**AIM OF THE EXERCISE**
Keeping each line intact, print the whole listing.

**DATA IN THIS EXERCISE**

--------------------------------

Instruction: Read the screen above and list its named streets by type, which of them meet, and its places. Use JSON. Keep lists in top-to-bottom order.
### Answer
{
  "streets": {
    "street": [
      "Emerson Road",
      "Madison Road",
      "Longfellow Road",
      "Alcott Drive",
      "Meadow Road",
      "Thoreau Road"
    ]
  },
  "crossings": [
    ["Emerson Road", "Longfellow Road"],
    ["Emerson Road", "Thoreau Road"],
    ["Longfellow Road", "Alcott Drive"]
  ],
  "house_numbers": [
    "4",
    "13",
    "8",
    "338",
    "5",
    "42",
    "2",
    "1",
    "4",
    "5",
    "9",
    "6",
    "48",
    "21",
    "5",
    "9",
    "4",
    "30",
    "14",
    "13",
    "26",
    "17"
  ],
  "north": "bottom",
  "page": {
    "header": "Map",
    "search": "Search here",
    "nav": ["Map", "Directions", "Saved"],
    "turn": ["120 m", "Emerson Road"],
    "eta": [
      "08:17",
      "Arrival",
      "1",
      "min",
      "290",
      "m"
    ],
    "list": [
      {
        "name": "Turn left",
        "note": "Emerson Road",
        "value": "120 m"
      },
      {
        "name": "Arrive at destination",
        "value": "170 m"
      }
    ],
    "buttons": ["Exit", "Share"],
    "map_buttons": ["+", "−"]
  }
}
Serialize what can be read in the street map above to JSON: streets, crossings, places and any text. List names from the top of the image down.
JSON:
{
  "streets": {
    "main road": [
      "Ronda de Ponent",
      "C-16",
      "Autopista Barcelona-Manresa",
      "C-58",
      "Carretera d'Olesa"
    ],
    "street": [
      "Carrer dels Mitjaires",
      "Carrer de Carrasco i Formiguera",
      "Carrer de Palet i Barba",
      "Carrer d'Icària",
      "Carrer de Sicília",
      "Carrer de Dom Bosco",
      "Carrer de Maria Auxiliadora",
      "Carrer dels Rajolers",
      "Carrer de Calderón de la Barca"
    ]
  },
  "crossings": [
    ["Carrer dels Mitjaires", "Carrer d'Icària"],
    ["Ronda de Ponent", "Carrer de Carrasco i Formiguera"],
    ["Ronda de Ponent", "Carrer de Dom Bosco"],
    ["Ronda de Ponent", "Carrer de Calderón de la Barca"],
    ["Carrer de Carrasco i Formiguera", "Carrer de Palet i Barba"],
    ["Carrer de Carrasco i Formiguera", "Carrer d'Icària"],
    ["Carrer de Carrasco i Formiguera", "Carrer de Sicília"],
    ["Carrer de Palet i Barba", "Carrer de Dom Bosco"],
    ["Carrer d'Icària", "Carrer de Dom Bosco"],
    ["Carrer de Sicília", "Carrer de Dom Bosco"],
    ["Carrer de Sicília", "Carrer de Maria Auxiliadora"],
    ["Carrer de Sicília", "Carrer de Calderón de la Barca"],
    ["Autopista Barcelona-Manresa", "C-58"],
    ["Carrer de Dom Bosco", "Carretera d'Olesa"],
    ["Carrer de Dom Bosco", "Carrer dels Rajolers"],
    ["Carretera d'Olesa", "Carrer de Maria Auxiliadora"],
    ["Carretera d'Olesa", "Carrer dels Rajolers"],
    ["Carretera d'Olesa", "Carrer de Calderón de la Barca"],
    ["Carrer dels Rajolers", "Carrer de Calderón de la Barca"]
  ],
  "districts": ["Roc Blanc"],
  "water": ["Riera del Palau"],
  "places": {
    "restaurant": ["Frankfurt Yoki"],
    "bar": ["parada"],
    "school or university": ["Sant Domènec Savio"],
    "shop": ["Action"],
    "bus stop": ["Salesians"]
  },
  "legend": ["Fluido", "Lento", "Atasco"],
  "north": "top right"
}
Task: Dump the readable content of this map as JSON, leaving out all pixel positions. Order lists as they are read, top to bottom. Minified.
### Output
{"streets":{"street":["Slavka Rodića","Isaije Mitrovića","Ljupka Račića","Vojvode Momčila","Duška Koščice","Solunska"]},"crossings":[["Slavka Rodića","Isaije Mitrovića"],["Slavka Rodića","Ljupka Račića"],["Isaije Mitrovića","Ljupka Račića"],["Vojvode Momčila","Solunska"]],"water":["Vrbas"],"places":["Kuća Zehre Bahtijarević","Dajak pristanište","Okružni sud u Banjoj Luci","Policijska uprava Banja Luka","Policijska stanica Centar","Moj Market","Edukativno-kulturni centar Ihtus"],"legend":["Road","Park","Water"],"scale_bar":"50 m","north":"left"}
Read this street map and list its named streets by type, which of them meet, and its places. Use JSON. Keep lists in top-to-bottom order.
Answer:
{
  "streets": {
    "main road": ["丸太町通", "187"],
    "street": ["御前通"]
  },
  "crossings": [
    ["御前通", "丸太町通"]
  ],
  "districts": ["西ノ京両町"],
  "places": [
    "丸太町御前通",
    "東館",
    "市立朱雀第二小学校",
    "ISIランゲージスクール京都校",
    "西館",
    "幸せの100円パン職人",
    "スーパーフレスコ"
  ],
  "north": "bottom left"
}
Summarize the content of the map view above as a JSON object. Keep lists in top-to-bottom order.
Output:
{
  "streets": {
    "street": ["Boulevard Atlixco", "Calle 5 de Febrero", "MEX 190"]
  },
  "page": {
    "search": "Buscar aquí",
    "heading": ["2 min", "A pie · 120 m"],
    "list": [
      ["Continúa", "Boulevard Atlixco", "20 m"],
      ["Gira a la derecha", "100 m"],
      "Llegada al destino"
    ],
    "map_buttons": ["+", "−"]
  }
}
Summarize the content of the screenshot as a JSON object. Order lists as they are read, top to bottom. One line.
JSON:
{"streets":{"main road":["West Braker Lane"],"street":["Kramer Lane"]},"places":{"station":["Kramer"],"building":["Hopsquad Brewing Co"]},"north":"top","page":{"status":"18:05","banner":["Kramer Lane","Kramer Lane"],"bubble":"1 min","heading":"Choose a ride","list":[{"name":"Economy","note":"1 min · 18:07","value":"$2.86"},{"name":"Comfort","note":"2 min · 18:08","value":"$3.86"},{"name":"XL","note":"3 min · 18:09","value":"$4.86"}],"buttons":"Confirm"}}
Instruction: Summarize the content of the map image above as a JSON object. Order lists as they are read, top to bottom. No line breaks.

--------------------------------

**YOUR RESPONSE**
Instruction: Read the screen above and list its named streets by type, which of them meet, and its places. Use JSON. Keep lists in top-to-bottom order.
### Answer
{
  "streets": {
    "street": [
      "Emerson Road",
      "Madison Road",
      "Longfellow Road",
      "Alcott Drive",
      "Meadow Road",
      "Thoreau Road"
    ]
  },
  "crossings": [
    ["Emerson Road", "Longfellow Road"],
    ["Emerson Road", "Thoreau Road"],
    ["Longfellow Road", "Alcott Drive"]
  ],
  "house_numbers": [
    "4",
    "13",
    "8",
    "338",
    "5",
    "42",
    "2",
    "1",
    "4",
    "5",
    "9",
    "6",
    "48",
    "21",
    "5",
    "9",
    "4",
    "30",
    "14",
    "13",
    "26",
    "17"
  ],
  "north": "bottom",
  "page": {
    "header": "Map",
    "search": "Search here",
    "nav": ["Map", "Directions", "Saved"],
    "turn": ["120 m", "Emerson Road"],
    "eta": [
      "08:17",
      "Arrival",
      "1",
      "min",
      "290",
      "m"
    ],
    "list": [
      {
        "name": "Turn left",
        "note": "Emerson Road",
        "value": "120 m"
      },
      {
        "name": "Arrive at destination",
        "value": "170 m"
      }
    ],
    "buttons": ["Exit", "Share"],
    "map_buttons": ["+", "−"]
  }
}
Serialize what can be read in the street map above to JSON: streets, crossings, places and any text. List names from the top of the image down.
JSON:
{
  "streets": {
    "main road": [
      "Ronda de Ponent",
      "C-16",
      "Autopista Barcelona-Manresa",
      "C-58",
      "Carretera d'Olesa"
    ],
    "street": [
      "Carrer dels Mitjaires",
      "Carrer de Carrasco i Formiguera",
      "Carrer de Palet i Barba",
      "Carrer d'Icària",
      "Carrer de Sicília",
      "Carrer de Dom Bosco",
      "Carrer de Maria Auxiliadora",
      "Carrer dels Rajolers",
      "Carrer de Calderón de la Barca"
    ]
  },
  "crossings": [
    ["Carrer dels Mitjaires", "Carrer d'Icària"],
    ["Ronda de Ponent", "Carrer de Carrasco i Formiguera"],
    ["Ronda de Ponent", "Carrer de Dom Bosco"],
    ["Ronda de Ponent", "Carrer de Calderón de la Barca"],
    ["Carrer de Carrasco i Formiguera", "Carrer de Palet i Barba"],
    ["Carrer de Carrasco i Formiguera", "Carrer d'Icària"],
    ["Carrer de Carrasco i Formiguera", "Carrer de Sicília"],
    ["Carrer de Palet i Barba", "Carrer de Dom Bosco"],
    ["Carrer d'Icària", "Carrer de Dom Bosco"],
    ["Carrer de Sicília", "Carrer de Dom Bosco"],
    ["Carrer de Sicília", "Carrer de Maria Auxiliadora"],
    ["Carrer de Sicília", "Carrer de Calderón de la Barca"],
    ["Autopista Barcelona-Manresa", "C-58"],
    ["Carrer de Dom Bosco", "Carretera d'Olesa"],
    ["Carrer de Dom Bosco", "Carrer dels Rajolers"],
    ["Carretera d'Olesa", "Carrer de Maria Auxiliadora"],
    ["Carretera d'Olesa", "Carrer dels Rajolers"],
    ["Carretera d'Olesa", "Carrer de Calderón de la Barca"],
    ["Carrer dels Rajolers", "Carrer de Calderón de la Barca"]
  ],
  "districts": ["Roc Blanc"],
  "water": ["Riera del Palau"],
  "places": {
    "restaurant": ["Frankfurt Yoki"],
    "bar": ["parada"],
    "school or university": ["Sant Domènec Savio"],
    "shop": ["Action"],
    "bus stop": ["Salesians"]
  },
  "legend": ["Fluido", "Lento", "Atasco"],
  "north": "top right"
}
Task: Dump the readable content of this map as JSON, leaving out all pixel positions. Order lists as they are read, top to bottom. Minified.
### Output
{"streets":{"street":["Slavka Rodića","Isaije Mitrovića","Ljupka Račića","Vojvode Momčila","Duška Koščice","Solunska"]},"crossings":[["Slavka Rodića","Isaije Mitrovića"],["Slavka Rodića","Ljupka Račića"],["Isaije Mitrovića","Ljupka Račića"],["Vojvode Momčila","Solunska"]],"water":["Vrbas"],"places":["Kuća Zehre Bahtijarević","Dajak pristanište","Okružni sud u Banjoj Luci","Policijska uprava Banja Luka","Policijska stanica Centar","Moj Market","Edukativno-kulturni centar Ihtus"],"legend":["Road","Park","Water"],"scale_bar":"50 m","north":"left"}
Read this street map and list its named streets by type, which of them meet, and its places. Use JSON. Keep lists in top-to-bottom order.
Answer:
{
  "streets": {
    "main road": ["丸太町通", "187"],
    "street": ["御前通"]
  },
  "crossings": [
    ["御前通", "丸太町通"]
  ],
  "districts": ["西ノ京両町"],
  "places": [
    "丸太町御前通",
    "東館",
    "市立朱雀第二小学校",
    "ISIランゲージスクール京都校",
    "西館",
    "幸せの100円パン職人",
    "スーパーフレスコ"
  ],
  "north": "bottom left"
}
Summarize the content of the map view above as a JSON object. Keep lists in top-to-bottom order.
Output:
{
  "streets": {
    "street": ["Boulevard Atlixco", "Calle 5 de Febrero", "MEX 190"]
  },
  "page": {
    "search": "Buscar aquí",
    "heading": ["2 min", "A pie · 120 m"],
    "list": [
      ["Continúa", "Boulevard Atlixco", "20 m"],
      ["Gira a la derecha", "100 m"],
      "Llegada al destino"
    ],
    "map_buttons": ["+", "−"]
  }
}
Summarize the content of the screenshot as a JSON object. Order lists as they are read, top to bottom. One line.
JSON:
{"streets":{"main road":["West Braker Lane"],"street":["Kramer Lane"]},"places":{"station":["Kramer"],"building":["Hopsquad Brewing Co"]},"north":"top","page":{"status":"18:05","banner":["Kramer Lane","Kramer Lane"],"bubble":"1 min","heading":"Choose a ride","list":[{"name":"Economy","note":"1 min · 18:07","value":"$2.86"},{"name":"Comfort","note":"2 min · 18:08","value":"$3.86"},{"name":"XL","note":"3 min · 18:09","value":"$4.86"}],"buttons":"Confirm"}}
Instruction: Summarize the content of the map image above as a JSON object. Order lists as they are read, top to bottom. No line breaks.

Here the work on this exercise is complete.